> DIRECTIONS:
Copy out, exactly, the first line of the entries below and every line after it through the one containing "filter:drop-shadow(0 0 2px".

RECORDED DATA section start

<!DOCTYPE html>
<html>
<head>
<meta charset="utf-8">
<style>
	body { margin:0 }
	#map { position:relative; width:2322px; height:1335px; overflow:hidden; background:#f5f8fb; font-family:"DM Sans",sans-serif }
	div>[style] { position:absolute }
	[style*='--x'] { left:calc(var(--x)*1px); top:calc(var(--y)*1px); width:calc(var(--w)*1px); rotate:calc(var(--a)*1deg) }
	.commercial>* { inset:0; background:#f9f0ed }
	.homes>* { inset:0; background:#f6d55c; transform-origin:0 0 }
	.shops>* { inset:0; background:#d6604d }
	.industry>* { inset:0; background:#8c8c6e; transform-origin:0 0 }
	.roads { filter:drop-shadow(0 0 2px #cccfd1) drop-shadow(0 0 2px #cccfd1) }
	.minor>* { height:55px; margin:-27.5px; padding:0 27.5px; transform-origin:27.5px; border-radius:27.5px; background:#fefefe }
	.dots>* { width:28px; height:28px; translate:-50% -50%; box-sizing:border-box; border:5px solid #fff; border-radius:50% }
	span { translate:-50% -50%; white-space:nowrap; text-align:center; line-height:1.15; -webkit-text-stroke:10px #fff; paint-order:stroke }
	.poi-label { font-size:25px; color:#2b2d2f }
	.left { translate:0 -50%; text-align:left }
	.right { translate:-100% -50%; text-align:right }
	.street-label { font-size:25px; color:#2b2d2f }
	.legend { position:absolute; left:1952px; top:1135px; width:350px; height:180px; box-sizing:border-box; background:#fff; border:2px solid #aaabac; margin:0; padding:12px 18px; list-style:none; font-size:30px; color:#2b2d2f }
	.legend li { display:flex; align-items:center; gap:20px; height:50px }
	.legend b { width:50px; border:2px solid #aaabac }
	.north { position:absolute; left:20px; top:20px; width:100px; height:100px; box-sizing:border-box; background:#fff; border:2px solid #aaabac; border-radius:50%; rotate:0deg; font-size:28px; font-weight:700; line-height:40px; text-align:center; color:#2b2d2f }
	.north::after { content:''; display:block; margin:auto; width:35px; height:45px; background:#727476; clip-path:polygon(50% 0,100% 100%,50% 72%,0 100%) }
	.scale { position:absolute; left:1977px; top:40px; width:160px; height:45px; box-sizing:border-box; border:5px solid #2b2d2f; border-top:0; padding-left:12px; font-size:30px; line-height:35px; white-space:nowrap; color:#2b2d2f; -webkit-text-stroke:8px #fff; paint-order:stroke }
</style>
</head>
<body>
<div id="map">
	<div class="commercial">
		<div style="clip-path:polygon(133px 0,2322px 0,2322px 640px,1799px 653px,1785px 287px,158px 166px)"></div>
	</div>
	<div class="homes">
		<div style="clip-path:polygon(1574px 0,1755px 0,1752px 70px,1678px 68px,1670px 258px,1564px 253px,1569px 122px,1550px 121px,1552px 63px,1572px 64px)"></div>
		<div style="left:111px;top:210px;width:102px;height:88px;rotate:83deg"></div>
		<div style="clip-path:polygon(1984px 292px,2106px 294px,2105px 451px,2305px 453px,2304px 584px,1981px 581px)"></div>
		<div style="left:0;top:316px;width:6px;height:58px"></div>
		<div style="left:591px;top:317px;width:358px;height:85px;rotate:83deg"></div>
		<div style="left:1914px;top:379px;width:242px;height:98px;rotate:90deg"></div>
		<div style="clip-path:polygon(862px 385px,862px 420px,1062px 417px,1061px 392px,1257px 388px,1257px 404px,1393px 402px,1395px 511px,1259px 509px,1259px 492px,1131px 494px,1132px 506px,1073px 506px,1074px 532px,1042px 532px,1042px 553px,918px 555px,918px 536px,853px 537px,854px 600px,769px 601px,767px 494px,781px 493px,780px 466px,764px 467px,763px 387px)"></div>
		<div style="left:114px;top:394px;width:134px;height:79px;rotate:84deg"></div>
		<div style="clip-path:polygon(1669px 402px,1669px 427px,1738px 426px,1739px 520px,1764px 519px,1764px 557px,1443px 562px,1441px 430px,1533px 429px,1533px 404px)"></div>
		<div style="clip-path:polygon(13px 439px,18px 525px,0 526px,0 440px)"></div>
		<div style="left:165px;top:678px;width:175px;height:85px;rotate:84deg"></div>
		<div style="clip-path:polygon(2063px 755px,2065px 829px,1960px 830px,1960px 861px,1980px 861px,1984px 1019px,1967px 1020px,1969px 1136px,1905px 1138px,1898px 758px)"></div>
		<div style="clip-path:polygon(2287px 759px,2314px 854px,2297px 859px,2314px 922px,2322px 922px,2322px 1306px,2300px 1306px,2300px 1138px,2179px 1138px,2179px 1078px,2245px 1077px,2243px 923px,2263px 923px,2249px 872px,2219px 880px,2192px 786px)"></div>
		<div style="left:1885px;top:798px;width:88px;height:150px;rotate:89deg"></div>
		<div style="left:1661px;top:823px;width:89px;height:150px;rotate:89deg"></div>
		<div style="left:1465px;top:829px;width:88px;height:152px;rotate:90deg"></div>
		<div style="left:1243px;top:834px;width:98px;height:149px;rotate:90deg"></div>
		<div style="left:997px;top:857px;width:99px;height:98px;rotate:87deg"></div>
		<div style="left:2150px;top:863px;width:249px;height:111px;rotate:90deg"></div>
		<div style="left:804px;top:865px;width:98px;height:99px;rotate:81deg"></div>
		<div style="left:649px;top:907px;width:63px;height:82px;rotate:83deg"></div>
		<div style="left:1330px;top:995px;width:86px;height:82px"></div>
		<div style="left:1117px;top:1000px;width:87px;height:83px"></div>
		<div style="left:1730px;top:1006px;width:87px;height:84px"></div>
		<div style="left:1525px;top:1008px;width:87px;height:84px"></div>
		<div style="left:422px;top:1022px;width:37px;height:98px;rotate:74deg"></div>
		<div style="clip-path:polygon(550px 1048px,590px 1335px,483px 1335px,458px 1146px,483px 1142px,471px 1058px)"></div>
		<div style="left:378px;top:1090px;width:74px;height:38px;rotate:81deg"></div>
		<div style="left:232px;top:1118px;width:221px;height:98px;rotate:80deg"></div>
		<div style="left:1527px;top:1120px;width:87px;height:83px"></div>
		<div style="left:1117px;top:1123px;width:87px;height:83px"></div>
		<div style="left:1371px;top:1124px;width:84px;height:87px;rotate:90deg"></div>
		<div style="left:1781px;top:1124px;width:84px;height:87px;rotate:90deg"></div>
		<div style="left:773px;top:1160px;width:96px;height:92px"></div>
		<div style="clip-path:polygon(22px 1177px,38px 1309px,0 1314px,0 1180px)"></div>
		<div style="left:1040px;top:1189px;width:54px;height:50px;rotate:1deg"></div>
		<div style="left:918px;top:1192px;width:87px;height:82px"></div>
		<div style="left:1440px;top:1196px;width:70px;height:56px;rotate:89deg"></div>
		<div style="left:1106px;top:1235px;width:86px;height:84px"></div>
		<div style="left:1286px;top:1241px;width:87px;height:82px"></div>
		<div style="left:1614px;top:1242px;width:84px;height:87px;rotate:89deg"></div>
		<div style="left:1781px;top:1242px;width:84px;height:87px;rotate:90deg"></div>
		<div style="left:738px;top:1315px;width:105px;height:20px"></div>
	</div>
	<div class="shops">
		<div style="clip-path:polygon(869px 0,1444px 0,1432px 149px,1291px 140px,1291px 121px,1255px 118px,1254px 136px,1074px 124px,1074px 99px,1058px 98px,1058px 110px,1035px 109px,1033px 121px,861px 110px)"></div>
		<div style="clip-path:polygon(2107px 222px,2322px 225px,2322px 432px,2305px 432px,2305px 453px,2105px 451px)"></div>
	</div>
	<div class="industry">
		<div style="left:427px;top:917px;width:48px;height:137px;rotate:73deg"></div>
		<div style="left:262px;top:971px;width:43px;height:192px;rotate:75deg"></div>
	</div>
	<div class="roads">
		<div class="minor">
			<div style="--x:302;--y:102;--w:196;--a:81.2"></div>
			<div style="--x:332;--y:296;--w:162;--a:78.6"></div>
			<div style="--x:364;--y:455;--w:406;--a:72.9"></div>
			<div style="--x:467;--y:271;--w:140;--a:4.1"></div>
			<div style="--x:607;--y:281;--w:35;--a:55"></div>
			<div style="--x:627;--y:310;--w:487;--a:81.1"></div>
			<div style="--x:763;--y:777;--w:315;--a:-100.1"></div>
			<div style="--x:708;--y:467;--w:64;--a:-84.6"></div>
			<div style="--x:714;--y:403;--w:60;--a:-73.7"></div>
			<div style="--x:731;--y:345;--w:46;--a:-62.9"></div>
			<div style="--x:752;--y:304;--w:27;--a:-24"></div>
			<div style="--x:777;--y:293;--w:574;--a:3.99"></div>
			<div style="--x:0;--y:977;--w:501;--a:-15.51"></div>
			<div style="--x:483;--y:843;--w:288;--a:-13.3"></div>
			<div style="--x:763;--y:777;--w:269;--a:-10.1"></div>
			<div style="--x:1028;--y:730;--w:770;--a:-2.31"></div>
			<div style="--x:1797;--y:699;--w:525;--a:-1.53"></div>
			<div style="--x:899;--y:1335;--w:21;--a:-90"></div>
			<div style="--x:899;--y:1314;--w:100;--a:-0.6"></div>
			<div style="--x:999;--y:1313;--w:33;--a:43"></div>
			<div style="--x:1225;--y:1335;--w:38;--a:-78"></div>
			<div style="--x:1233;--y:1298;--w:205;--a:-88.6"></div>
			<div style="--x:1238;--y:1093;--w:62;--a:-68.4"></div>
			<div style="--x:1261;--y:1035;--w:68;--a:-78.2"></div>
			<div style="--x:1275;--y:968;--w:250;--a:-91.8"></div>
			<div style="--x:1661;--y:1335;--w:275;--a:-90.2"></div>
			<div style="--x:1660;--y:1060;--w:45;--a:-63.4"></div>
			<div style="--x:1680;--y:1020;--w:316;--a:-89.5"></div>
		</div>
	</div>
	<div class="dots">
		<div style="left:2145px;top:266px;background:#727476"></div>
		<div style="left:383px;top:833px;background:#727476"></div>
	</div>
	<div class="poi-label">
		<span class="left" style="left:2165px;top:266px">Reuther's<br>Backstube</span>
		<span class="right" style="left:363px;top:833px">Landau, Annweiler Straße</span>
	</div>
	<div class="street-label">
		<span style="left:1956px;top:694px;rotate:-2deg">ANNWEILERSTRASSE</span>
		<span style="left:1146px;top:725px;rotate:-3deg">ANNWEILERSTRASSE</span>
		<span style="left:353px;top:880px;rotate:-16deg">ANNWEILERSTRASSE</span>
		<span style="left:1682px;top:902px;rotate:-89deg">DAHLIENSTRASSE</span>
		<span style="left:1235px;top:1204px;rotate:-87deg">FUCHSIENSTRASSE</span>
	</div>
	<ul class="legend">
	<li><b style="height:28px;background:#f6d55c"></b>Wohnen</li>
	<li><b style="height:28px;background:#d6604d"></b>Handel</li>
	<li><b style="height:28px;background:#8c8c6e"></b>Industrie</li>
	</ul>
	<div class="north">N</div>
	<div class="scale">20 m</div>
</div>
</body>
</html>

RECORDED DATA section end

> TASK ANSWER:
<!DOCTYPE html>
<html>
<head>
<meta charset="utf-8">
<style>
	body { margin:0 }
	#map { position:relative; width:2322px; height:1335px; overflow:hidden; background:#f5f8fb; font-family:"DM Sans",sans-serif }
	div>[style] { position:absolute }
	[style*='--x'] { left:calc(var(--x)*1px); top:calc(var(--y)*1px); width:calc(var(--w)*1px); rotate:calc(var(--a)*1deg) }
	.commercial>* { inset:0; background:#f9f0ed }
	.homes>* { inset:0; background:#f6d55c; transform-origin:0 0 }
	.shops>* { inset:0; background:#d6604d }
	.industry>* { inset:0; background:#8c8c6e; transform-origin:0 0 }
	.roads { filter:drop-shadow(0 0 2px #cccfd1) drop-shadow(0 0 2px #cccfd1) }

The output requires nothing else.